* [Problem details]: From the records below, find each line with the string "Keep" and copy it.

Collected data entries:
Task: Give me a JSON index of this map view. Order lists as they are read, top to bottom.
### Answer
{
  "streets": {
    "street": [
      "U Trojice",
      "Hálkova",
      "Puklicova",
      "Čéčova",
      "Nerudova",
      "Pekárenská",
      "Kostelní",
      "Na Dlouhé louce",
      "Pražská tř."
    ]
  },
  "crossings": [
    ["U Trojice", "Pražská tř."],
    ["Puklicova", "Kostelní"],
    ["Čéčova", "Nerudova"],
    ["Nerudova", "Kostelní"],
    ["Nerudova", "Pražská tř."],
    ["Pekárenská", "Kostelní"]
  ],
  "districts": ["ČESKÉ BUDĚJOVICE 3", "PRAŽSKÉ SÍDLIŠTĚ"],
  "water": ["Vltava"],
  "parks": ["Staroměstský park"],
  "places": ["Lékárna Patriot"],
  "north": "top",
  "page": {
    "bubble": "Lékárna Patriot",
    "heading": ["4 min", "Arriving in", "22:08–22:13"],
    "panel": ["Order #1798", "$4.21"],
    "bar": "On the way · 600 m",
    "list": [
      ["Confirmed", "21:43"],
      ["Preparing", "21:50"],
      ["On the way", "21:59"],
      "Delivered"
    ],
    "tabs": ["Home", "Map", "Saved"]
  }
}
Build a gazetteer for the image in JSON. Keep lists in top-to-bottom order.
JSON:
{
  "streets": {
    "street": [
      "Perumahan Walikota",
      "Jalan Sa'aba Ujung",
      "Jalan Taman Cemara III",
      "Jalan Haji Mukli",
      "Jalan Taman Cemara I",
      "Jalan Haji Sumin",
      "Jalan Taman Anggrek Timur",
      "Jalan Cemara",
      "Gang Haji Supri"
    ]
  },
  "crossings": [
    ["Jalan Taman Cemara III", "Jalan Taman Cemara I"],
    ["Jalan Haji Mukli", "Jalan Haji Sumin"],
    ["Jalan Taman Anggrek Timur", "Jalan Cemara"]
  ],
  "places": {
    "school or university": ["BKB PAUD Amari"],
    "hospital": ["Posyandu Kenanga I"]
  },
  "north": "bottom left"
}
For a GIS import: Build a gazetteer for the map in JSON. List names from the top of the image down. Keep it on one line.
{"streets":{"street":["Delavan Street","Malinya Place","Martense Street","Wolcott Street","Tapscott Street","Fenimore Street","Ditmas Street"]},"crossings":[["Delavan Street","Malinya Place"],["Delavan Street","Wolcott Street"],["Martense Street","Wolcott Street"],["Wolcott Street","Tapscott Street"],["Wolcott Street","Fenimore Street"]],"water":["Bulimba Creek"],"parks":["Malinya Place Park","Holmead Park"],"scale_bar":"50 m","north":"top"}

* [Response below]:
Build a gazetteer for the image in JSON. Keep lists in top-to-bottom order.
For a GIS import: Build a gazetteer for the map in JSON. List names from the top of the image down. Keep it on one line.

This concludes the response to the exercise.